#### Exercise:
The records follow. Filter them to the lines that hold "function".
—————
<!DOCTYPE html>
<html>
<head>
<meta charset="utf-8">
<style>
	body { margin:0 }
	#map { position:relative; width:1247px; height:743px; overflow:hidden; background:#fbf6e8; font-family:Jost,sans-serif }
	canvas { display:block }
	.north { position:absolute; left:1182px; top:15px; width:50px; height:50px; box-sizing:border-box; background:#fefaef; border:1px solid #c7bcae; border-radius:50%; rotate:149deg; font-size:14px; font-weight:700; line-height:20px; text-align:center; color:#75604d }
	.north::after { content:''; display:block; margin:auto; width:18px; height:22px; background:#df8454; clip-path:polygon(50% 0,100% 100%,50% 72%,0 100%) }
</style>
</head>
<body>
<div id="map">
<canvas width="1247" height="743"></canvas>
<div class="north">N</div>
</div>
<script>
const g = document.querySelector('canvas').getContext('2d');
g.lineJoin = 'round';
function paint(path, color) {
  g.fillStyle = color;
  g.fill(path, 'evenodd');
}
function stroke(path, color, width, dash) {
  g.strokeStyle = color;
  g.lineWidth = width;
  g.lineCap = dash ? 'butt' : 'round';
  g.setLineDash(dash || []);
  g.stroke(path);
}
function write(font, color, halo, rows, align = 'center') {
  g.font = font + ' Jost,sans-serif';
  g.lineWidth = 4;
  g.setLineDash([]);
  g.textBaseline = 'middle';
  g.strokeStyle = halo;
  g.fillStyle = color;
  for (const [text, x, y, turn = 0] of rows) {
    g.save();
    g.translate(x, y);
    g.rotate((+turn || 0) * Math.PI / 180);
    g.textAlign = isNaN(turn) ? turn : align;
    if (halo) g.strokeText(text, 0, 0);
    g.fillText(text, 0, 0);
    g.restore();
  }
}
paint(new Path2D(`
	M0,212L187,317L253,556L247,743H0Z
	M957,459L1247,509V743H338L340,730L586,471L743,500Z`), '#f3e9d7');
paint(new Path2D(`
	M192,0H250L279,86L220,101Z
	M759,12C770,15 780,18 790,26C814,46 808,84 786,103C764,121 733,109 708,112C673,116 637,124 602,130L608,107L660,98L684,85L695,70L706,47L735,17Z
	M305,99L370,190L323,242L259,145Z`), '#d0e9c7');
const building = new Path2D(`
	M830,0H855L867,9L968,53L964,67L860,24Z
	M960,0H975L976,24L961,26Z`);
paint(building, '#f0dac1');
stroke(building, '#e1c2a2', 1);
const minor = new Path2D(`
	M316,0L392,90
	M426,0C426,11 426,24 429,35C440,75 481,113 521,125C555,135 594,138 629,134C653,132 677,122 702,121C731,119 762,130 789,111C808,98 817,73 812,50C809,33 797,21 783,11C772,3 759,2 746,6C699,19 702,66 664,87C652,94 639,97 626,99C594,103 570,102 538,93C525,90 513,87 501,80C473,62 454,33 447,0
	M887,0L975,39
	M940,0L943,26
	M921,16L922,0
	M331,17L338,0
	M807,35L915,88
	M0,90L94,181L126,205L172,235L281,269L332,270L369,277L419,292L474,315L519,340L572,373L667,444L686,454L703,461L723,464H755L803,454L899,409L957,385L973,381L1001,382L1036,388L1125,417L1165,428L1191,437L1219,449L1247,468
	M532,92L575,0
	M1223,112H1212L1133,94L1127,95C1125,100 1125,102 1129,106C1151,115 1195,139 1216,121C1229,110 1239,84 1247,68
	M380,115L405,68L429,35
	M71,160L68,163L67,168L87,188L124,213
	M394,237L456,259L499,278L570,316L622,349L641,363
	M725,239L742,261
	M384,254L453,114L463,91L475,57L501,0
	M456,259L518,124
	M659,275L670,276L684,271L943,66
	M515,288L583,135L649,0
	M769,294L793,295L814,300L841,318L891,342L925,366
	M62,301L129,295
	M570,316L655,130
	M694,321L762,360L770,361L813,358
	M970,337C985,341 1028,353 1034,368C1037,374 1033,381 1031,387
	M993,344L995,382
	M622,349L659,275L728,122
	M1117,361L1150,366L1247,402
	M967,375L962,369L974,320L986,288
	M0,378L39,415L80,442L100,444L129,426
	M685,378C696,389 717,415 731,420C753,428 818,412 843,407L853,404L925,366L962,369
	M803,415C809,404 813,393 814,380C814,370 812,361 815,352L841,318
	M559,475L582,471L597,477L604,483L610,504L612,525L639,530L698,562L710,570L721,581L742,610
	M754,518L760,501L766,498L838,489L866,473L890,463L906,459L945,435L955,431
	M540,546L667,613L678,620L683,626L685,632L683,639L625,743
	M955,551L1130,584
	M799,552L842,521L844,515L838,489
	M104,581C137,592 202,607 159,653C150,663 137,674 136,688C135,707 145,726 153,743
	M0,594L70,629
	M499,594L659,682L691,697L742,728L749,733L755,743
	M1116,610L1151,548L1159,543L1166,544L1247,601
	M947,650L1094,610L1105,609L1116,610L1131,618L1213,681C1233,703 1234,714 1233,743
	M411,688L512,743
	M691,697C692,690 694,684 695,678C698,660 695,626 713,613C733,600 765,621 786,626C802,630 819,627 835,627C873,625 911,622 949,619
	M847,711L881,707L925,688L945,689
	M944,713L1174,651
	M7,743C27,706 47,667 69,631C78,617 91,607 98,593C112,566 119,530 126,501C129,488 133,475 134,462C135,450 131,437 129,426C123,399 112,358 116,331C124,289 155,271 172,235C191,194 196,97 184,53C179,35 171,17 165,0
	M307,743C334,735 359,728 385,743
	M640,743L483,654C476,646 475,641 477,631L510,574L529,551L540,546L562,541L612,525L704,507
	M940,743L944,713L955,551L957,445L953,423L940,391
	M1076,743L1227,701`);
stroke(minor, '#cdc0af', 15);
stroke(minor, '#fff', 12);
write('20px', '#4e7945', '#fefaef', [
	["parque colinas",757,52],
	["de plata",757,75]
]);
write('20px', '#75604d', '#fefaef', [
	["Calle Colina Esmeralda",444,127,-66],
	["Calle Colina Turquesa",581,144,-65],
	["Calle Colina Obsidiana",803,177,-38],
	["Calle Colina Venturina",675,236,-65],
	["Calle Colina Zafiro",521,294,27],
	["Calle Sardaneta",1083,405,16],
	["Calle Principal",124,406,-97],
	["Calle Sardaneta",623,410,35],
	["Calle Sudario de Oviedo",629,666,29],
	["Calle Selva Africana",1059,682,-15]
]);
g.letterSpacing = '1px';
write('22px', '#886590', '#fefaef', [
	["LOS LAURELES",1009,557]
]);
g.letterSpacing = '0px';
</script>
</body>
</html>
—————
#### Answer for this exercise:
function paint(path, color) {
function stroke(path, color, width, dash) {
function write(font, color, halo, rows, align = 'center') {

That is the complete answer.